Rien n'est plus extraordinaire que le premier fourmillement d'une émeute. Tout éclate partout à la fois. Était-ce prévu? oui. Était-ce préparé? non. D'où cela sort-il? des pavés. D'où cela tombe-t-il? des nues. Ici l'insurrection a le caractère d'un complot; là d'une improvisation. Le premier venu s'empare d'un courant de la foule et le mène où il veut. Début plein d'épouvante où se mêle une sorte de gaîté formidable. Ce sont d'abord des clameurs, les magasins se ferment, les étalages des marchands disparaissent; puis des coups de feu isolés; des gens s'enfuient; des coups de crosse heurtent les portes cochères; on entend les servantes rire dans les cours des maisons et dire: Il va y avoir du train!

Un quart d'heure n'était pas écoulé, voici ce qui se passait presque en même temps sur vingt points de Paris différents.
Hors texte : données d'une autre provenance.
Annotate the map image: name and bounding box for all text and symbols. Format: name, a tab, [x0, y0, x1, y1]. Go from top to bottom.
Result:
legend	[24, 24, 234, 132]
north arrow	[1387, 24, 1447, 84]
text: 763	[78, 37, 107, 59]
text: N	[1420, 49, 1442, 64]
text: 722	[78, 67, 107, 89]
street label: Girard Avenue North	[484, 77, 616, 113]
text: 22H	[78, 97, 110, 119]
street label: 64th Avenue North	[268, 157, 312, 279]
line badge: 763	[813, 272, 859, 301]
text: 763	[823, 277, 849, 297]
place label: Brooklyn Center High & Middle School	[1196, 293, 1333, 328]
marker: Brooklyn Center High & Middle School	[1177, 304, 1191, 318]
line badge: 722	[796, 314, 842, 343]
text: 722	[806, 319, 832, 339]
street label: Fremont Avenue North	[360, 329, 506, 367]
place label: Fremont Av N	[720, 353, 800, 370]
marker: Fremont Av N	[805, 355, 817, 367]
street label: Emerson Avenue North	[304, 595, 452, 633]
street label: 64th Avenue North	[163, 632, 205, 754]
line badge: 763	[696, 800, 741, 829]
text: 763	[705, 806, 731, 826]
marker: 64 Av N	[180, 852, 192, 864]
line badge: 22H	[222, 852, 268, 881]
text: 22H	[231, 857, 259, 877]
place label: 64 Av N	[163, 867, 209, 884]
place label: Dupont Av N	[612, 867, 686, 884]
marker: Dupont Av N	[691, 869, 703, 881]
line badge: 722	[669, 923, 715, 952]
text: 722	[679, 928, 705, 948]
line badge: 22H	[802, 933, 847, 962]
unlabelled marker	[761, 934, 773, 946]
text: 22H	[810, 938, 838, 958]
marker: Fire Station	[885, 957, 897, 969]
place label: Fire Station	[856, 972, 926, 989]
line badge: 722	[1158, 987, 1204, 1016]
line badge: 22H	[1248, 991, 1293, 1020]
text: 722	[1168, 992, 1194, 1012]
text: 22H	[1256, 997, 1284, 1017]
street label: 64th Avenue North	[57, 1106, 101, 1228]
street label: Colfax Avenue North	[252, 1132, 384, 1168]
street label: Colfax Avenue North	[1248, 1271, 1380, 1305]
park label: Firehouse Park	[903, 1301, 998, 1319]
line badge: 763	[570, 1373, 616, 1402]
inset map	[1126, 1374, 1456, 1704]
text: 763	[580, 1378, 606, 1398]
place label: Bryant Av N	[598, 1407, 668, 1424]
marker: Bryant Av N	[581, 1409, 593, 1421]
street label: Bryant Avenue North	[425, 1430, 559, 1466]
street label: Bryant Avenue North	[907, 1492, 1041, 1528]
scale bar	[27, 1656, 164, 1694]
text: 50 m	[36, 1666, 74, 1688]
Rue Sainte-Croix-de-la-Bretonnerie, une vingtaine de jeunes gens, à barbes et à cheveux longs, entraient dans un estaminet et en ressortaient un moment après, portant un drapeau tricolore horizontal couvert d'un crêpe et ayant à leur tête trois hommes armés, l'un d'un sabre, l'autre d'un fusil, le troisième d'une pique.

Rue des Nonaindières, un bourgeois bien vêtu, qui avait du ventre, la voix sonore, le crâne chauve, le front élevé, la barbe noire et une de ces moustaches rudes qui ne peuvent se rabattre, offrait publiquement des cartouches aux passants.
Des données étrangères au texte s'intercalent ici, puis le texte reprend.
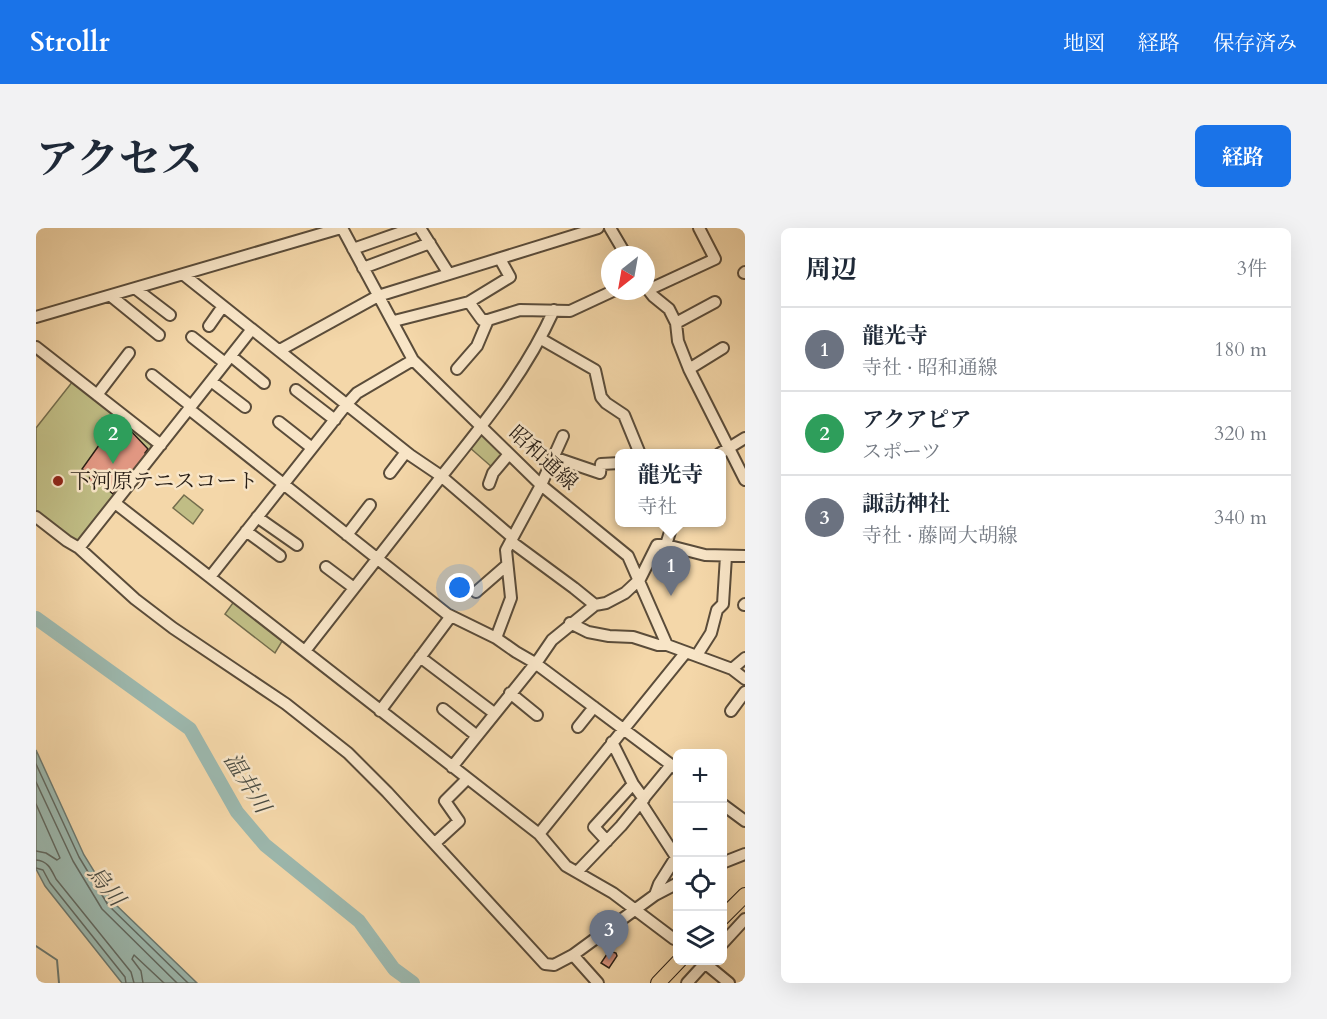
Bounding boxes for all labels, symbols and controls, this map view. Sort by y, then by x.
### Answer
text: Strollr [30,23,110,61]
text: 地図 [1063,29,1105,58]
text: 経路 [1138,29,1180,58]
text: 保存済み [1213,29,1297,58]
button: 経路 [1195,125,1291,187]
text: アクセス [36,131,203,188]
north arrow [601,246,655,300]
text: 周辺 [805,252,857,287]
text: 3件 [1237,255,1267,282]
text: 龍光寺 [862,321,928,351]
text: 1 [819,336,830,363]
text: 180 m [1214,336,1267,363]
text: 寺社 · 昭和通線 [862,354,998,381]
text: アクアピア [862,405,971,435]
pin: 2 [94,414,133,464]
street label: 昭和通線 [502,419,584,497]
text: 2 [819,420,830,447]
text: 320 m [1214,420,1267,447]
text: スポーツ [862,438,941,465]
popup [615,449,726,527]
text: 龍光寺 [637,460,704,490]
place label: 下河原テニスコート [70,467,258,496]
marker: 下河原テニスコート [51,474,65,488]
text: 諏訪神社 [862,489,950,519]
text: 寺社 [637,493,677,520]
text: 3 [819,504,830,531]
text: 340 m [1214,504,1267,531]
text: 寺社 · 藤岡大胡線 [862,522,1018,549]
pin: 1 [652,546,690,596]
your location [445,573,474,602]
water label: 温井川 [217,747,278,821]
map controls [673,749,727,965]
button: + [673,749,727,803]
button: − [673,803,727,857]
button: locate [673,857,727,911]
water label: 烏川 [80,859,133,914]
pin: 3 [590,910,628,960]
button: layers [673,911,727,965]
Rue Saint-Pierre-Montmartre, des hommes aux bras nus promenaient un drapeau noir où on lisait ces mots en lettres blanches: République ou la mort. Rue des Jeûneurs, rue du Cadran, rue Montorgueil, rue Mandar, apparaissaient des groupes agitant des drapeaux sur lesquels on distinguait des lettres d'or, le mot section avec un numéro. Un de ces drapeaux était rouge et bleu avec un imperceptible entre-deux blanc.

On pillait une fabrique d'armes, boulevard Saint-Martin, et trois boutiques d'armuriers, la première rue Beaubourg, la deuxième rue Michel-le-Comte, l'autre, rue du Temple. En quelques minutes les mille mains de la foule saisissaient et emportaient deux cent trente fusils, presque tous à deux coups, soixante-quatre sabres, quatre-vingt-trois pistolets. Afin d'armer plus de monde, l'un prenait le fusil, l'autre la bayonnette.
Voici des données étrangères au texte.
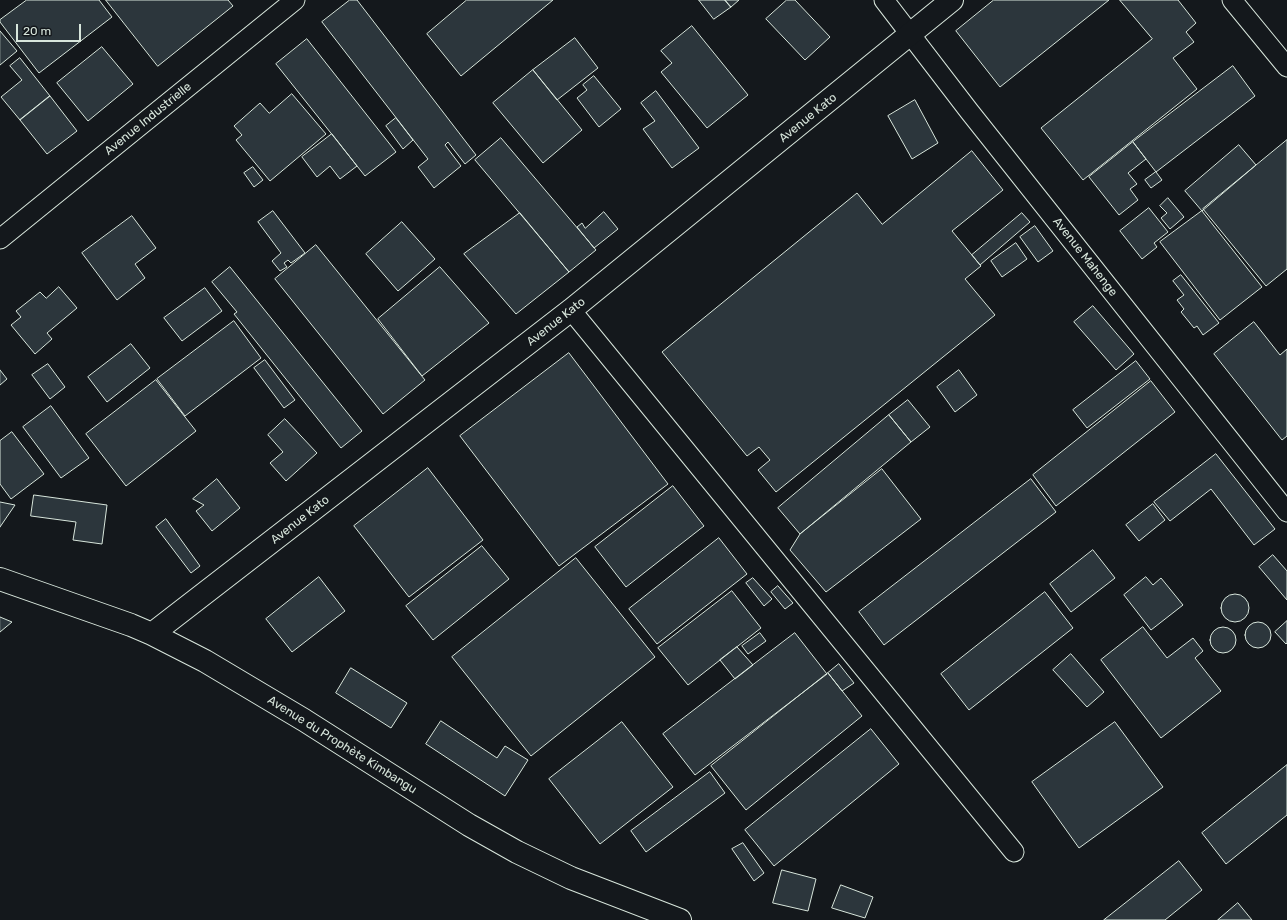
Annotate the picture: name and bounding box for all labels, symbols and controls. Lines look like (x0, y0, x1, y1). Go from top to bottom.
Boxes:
scale bar (18, 16, 83, 42)
text: 20 m (23, 24, 51, 38)
street label: Avenue Industrielle (102, 80, 194, 158)
street label: Avenue Kato (776, 90, 840, 146)
street label: Avenue Mahenge (1050, 215, 1120, 299)
street label: Avenue Kato (524, 295, 588, 349)
street label: Avenue Kato (268, 493, 332, 547)
street label: Avenue du Prophète Kimbangu (265, 693, 419, 797)

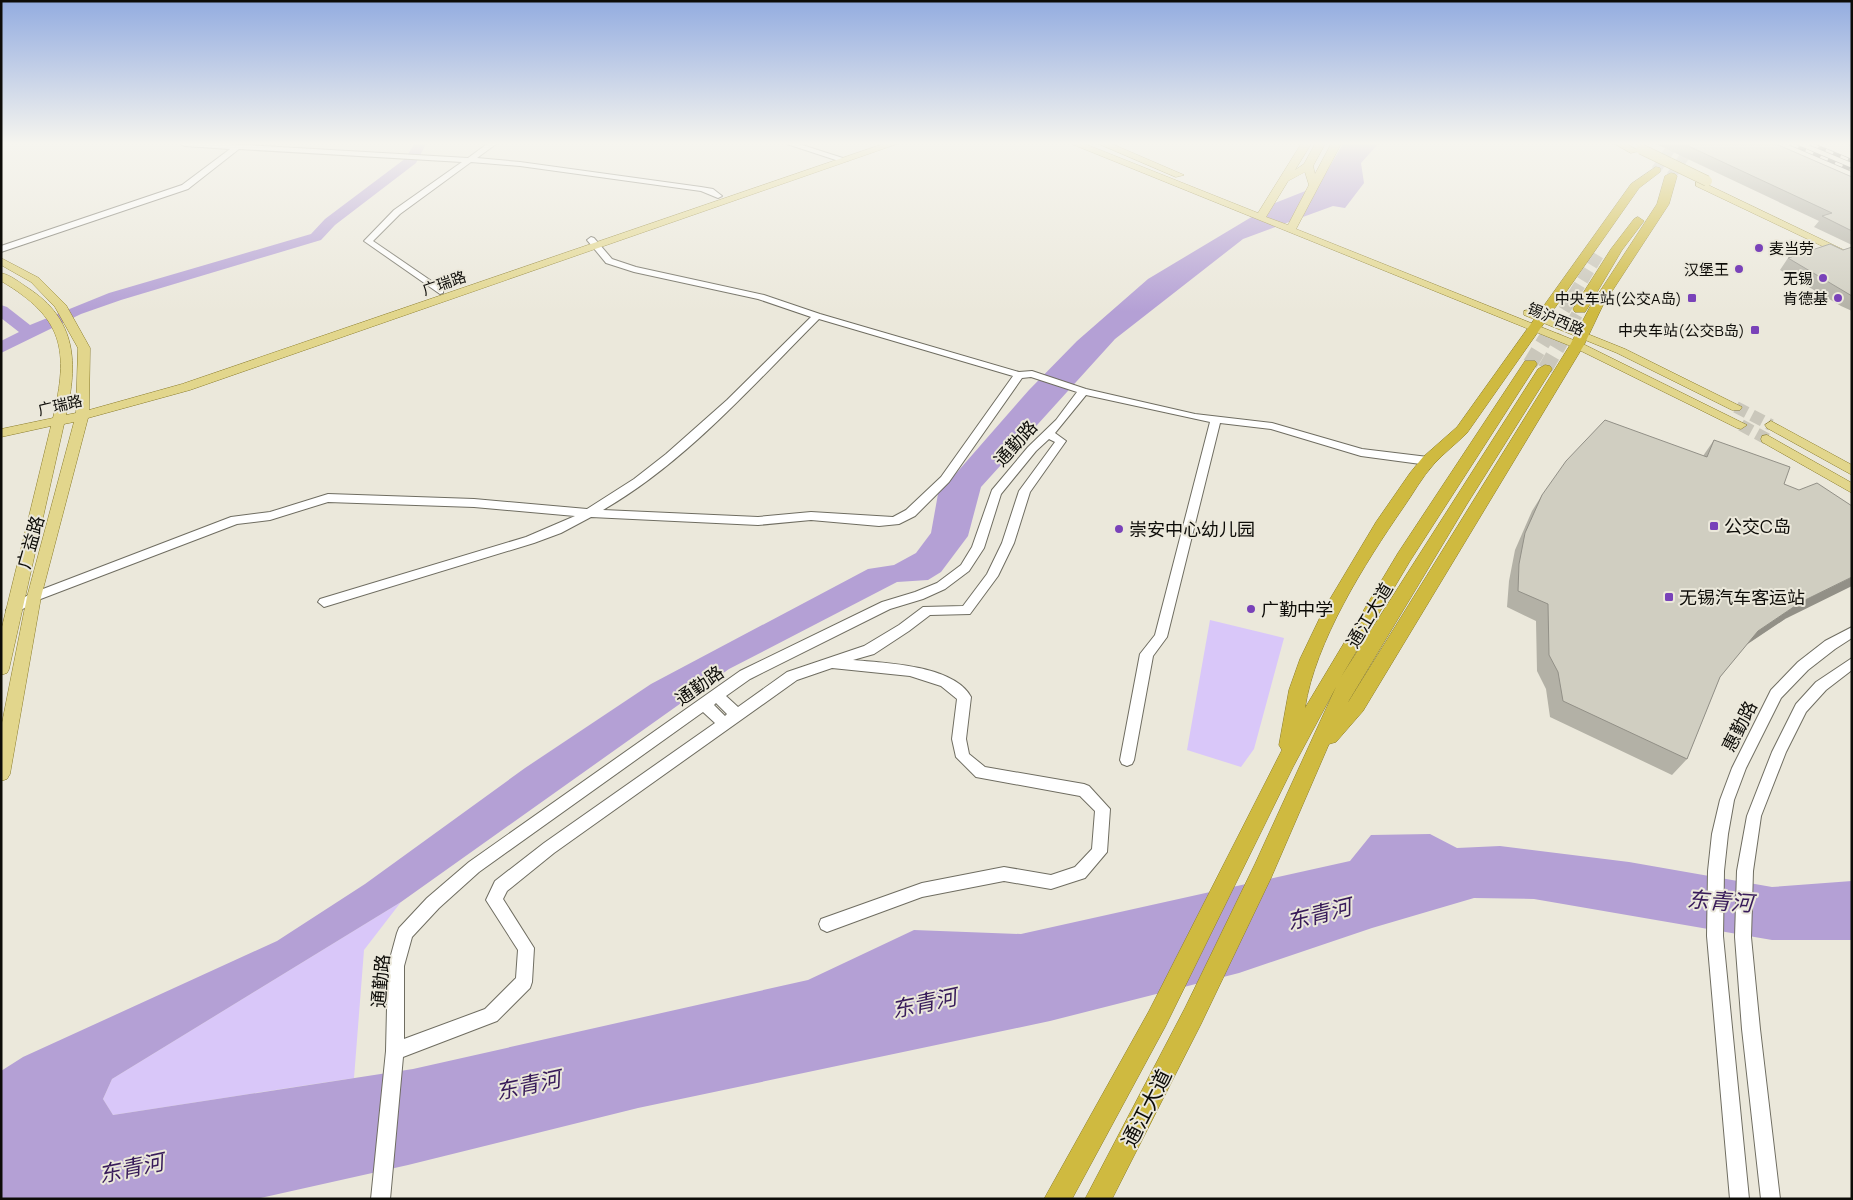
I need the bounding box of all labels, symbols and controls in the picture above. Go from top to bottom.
place label: 麦当劳 [1769,238,1814,259]
marker: 麦当劳 [1753,242,1765,254]
place label: 汉堡王 [1684,259,1729,280]
marker: 汉堡王 [1733,263,1745,275]
street label: 广瑞路 [419,266,469,300]
place label: 无锡 [1783,268,1813,289]
marker: 无锡 [1817,272,1829,284]
place label: 中央车站(公交A岛) [1555,288,1682,309]
place label: 肯德基 [1783,288,1828,309]
marker: 中央车站(公交A岛) [1686,292,1698,304]
marker: 肯德基 [1832,292,1844,304]
street label: 锡沪西路 [1524,298,1588,340]
place label: 中央车站(公交B岛) [1618,320,1745,341]
marker: 中央车站(公交B岛) [1749,324,1761,336]
street label: 广瑞路 [36,390,84,420]
street label: 通勤路 [988,415,1042,471]
street label: 广益路 [11,513,49,571]
place label: 公交C岛 [1724,514,1791,538]
place label: 崇安中心幼儿园 [1129,517,1255,541]
marker: 公交C岛 [1708,520,1720,532]
marker: 崇安中心幼儿园 [1113,523,1125,535]
street label: 通江大道 [1340,578,1398,652]
place label: 无锡汽车客运站 [1679,585,1805,609]
marker: 无锡汽车客运站 [1663,591,1675,603]
place label: 广勤中学 [1261,597,1333,621]
marker: 广勤中学 [1245,603,1257,615]
street label: 通勤路 [670,660,728,710]
street label: 惠勤路 [1716,696,1762,756]
water label: 东青河 [1686,884,1758,919]
water label: 东青河 [1283,890,1359,937]
street label: 通勤路 [366,953,394,1009]
water label: 东青河 [889,981,963,1025]
water label: 东青河 [493,1063,567,1107]
street label: 通江大道 [1114,1064,1178,1152]
water label: 东青河 [96,1146,170,1190]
Vis-à-vis le quai de la Grève, des jeunes gens armés de mousquets, s'installaient chez des femmes pour tirer. L'un d'eux avait un mousquet à rouet. Ils sonnaient, entraient, et se mettaient à faire des cartouches. Une de ces femmes a raconté: Je ne savais pas ce que c'était que des cartouches, c'est mon mari qui me l'a dit.

Un rassemblement enfonçait une boutique de curiosités rue des Vieilles-Haudriettes et y prenait des yatagans et des armes turques.

Le cadavre d'un maçon tué d'un coup de fusil gisait rue de la Perle.

Et puis, rive droite, rive gauche, sur les quais, sur les boulevards, dans le pays latin, dans le quartier des halles, des hommes haletants, ouvriers, étudiants, sectionnaires, lisaient des proclamations, criaient: aux armes! brisaient les réverbères, dételaient les voitures, dépavaient les rues, enfonçaient les portes des maisons, déracinaient les arbres, fouillaient les caves, roulaient des tonneaux, entassaient pavés, moellons, meubles, planches, faisaient des barricades.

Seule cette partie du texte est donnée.